- [How to complete this task]
Across the data below, how many lines have the word "align" in them? Respond with the number alone.

-------------------------

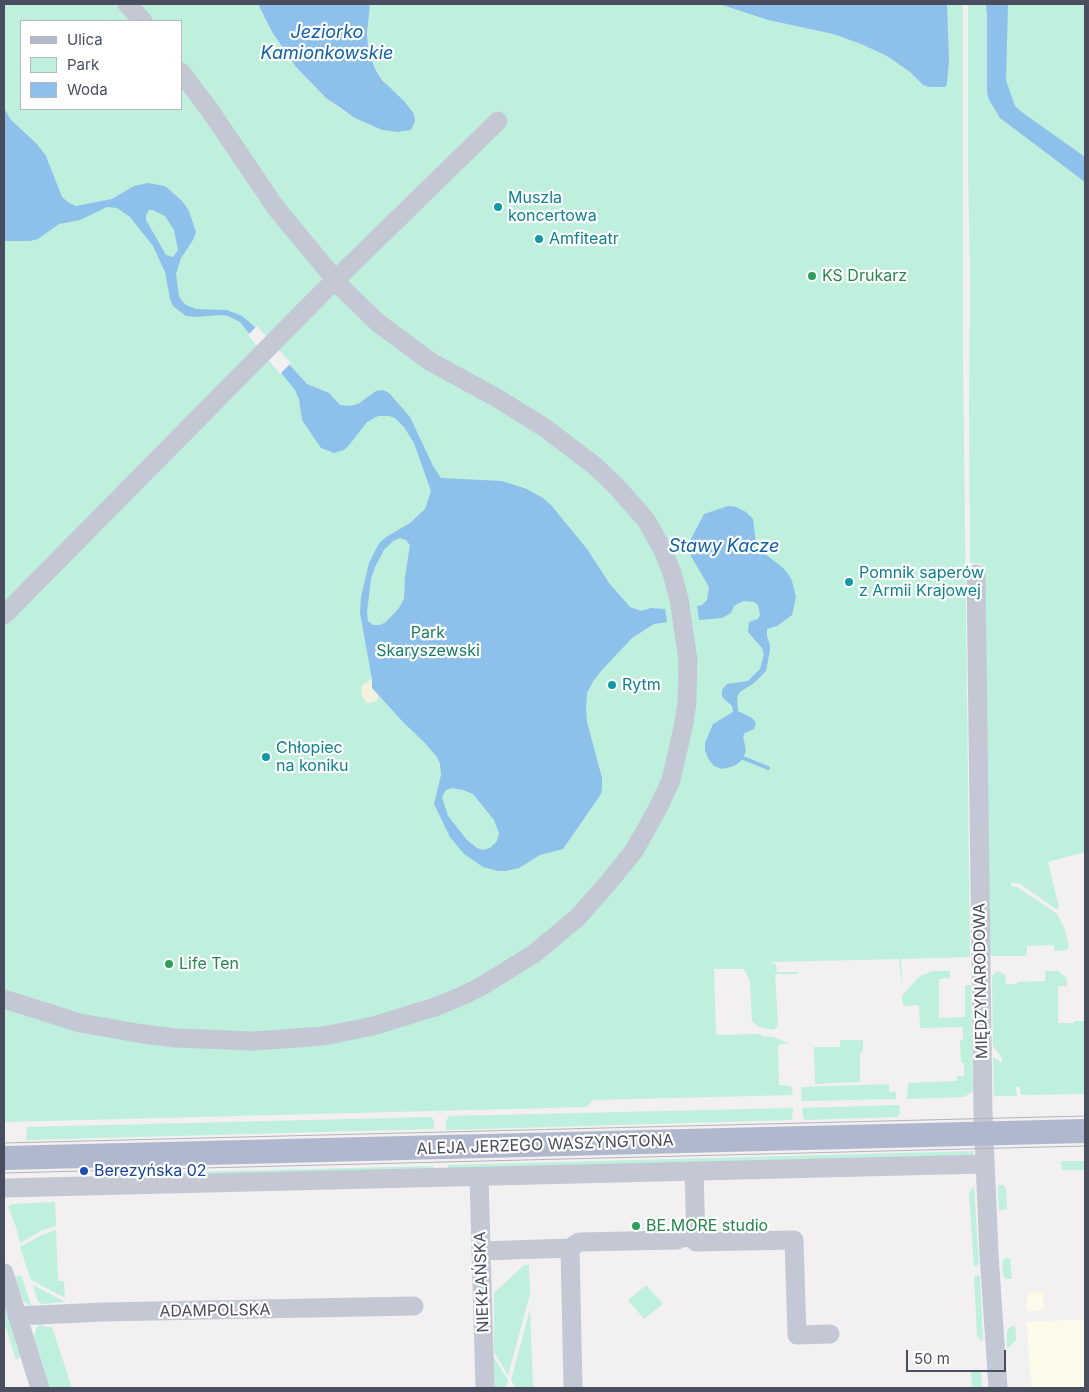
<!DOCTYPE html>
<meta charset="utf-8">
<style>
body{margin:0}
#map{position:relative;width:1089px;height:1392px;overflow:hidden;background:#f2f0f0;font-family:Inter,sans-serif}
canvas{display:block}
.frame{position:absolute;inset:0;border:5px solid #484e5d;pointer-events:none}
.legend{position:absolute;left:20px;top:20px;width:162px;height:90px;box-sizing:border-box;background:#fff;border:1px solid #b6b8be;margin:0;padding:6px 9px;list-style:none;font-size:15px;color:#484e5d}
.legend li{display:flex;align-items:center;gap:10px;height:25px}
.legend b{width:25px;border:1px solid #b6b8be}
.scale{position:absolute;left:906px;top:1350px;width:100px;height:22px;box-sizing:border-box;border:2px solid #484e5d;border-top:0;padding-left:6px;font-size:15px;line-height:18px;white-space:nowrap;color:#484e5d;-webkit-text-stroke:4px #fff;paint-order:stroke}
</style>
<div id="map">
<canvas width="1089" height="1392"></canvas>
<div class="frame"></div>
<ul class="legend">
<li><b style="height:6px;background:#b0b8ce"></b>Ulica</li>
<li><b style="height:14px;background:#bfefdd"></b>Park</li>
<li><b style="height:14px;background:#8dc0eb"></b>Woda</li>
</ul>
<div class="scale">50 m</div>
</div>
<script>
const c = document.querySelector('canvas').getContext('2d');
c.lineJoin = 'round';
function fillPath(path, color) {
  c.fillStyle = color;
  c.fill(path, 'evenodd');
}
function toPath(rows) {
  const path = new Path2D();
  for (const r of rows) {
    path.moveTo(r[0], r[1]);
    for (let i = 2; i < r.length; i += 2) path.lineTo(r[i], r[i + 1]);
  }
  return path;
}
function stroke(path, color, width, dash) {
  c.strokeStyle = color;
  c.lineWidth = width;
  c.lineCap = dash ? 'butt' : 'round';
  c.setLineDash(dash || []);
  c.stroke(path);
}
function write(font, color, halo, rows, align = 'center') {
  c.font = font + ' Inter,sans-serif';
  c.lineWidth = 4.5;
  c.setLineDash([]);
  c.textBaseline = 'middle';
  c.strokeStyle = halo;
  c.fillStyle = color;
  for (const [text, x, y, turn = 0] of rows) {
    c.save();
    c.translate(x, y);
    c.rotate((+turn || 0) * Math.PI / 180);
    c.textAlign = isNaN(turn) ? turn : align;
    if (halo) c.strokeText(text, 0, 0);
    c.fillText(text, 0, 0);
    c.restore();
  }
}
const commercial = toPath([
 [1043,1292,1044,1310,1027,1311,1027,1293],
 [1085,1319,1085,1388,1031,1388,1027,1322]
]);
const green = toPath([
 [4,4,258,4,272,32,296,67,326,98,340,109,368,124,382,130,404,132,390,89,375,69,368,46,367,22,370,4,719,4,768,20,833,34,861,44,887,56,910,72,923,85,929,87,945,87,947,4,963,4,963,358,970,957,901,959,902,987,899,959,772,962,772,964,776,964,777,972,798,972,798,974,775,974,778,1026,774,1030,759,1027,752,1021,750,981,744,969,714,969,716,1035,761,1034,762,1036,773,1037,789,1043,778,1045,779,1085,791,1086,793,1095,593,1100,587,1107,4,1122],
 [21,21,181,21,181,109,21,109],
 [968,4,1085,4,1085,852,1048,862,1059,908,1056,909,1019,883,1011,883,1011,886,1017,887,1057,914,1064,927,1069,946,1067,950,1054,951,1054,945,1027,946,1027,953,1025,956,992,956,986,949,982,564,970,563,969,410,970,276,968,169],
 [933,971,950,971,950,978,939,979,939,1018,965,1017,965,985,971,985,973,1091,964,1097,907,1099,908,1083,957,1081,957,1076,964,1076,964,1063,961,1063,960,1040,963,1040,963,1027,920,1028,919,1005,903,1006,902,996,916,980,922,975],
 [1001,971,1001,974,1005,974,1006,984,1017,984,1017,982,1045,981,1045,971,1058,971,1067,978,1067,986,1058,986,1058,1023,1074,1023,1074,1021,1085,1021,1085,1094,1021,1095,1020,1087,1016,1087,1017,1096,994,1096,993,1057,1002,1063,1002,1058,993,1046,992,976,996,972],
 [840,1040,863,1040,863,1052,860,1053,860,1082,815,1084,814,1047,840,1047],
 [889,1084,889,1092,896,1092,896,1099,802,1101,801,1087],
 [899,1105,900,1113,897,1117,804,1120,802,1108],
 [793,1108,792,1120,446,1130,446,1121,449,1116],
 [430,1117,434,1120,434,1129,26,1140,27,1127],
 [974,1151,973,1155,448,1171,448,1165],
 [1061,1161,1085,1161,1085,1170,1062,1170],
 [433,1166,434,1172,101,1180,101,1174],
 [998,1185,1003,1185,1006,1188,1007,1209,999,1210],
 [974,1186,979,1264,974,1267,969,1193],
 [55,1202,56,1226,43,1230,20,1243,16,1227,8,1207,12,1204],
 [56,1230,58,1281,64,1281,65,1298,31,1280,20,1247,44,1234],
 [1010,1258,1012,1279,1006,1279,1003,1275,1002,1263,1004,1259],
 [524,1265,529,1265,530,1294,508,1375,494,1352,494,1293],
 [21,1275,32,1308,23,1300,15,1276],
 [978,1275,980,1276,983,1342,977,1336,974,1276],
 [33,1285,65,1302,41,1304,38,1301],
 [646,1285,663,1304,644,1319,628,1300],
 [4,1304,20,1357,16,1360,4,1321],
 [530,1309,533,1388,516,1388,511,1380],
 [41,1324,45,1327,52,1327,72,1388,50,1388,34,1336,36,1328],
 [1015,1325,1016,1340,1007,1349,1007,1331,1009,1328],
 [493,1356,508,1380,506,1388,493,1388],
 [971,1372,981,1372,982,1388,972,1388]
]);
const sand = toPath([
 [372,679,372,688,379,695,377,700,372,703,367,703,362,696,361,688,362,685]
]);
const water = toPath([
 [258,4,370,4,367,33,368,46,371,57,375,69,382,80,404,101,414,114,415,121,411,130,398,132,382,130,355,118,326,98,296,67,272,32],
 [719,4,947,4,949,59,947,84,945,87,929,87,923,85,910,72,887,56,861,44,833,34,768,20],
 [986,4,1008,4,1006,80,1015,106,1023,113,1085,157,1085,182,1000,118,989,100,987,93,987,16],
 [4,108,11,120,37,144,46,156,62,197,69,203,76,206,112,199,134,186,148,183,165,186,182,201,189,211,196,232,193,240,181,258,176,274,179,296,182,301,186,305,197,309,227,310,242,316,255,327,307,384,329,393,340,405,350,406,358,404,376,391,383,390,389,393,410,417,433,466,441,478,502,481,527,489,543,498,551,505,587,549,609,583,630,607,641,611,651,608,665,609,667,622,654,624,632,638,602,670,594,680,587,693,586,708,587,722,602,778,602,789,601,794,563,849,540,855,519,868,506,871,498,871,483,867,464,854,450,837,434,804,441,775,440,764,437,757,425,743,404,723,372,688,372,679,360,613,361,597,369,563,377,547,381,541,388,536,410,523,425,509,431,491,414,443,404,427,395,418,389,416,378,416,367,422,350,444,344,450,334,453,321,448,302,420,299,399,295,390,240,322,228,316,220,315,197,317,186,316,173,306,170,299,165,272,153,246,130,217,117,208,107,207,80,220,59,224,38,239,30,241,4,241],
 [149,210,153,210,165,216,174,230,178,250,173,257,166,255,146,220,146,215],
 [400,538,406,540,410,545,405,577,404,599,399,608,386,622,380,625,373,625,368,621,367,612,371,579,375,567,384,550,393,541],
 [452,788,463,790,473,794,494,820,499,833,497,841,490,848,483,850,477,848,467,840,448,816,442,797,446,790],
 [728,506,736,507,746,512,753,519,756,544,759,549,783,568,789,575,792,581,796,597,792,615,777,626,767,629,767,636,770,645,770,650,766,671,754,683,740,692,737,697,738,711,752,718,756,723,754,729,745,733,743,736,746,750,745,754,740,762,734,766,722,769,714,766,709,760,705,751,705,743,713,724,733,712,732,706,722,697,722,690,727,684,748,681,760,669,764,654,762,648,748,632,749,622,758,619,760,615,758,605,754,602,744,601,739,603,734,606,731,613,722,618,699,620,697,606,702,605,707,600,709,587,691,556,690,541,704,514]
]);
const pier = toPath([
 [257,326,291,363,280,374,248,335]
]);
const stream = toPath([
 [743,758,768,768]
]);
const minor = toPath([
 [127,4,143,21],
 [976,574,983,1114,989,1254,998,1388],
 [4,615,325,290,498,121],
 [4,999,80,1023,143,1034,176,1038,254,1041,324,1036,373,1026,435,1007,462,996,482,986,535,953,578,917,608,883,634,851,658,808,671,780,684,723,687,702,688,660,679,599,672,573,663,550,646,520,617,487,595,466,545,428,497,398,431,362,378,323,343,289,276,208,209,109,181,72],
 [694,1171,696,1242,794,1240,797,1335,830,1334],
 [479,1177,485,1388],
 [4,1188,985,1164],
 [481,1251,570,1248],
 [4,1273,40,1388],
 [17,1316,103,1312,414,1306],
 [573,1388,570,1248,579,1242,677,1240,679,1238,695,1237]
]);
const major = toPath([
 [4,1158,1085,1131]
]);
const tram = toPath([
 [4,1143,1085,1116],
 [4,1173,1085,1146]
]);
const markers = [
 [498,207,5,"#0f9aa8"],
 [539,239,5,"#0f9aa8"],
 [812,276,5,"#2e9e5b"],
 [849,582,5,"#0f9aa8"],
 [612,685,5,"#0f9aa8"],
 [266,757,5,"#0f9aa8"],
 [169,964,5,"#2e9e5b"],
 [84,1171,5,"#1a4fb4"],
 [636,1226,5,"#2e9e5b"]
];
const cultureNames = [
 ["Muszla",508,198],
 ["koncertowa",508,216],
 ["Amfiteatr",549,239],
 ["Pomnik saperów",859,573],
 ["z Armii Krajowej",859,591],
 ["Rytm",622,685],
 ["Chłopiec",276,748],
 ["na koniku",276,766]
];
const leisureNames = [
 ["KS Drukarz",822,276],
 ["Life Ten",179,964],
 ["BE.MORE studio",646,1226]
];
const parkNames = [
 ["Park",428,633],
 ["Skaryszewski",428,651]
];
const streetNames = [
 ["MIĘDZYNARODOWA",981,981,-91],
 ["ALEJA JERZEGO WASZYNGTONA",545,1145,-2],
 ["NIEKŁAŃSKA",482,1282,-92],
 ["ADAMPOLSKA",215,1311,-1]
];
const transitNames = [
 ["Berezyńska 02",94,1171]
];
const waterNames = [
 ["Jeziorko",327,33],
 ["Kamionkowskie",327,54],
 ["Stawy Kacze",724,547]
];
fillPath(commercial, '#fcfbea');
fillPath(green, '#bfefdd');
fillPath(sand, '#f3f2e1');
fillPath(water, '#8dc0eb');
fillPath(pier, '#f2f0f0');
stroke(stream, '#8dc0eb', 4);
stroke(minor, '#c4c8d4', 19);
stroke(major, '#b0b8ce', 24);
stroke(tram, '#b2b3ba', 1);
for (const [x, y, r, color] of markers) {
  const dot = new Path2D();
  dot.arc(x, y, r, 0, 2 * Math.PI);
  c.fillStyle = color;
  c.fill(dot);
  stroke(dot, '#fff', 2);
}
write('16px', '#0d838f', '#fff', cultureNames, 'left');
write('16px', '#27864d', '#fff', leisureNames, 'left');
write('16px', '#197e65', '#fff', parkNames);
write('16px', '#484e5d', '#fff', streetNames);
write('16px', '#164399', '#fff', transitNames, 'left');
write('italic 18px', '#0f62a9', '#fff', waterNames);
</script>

-------------------------

- [Output of the task]
3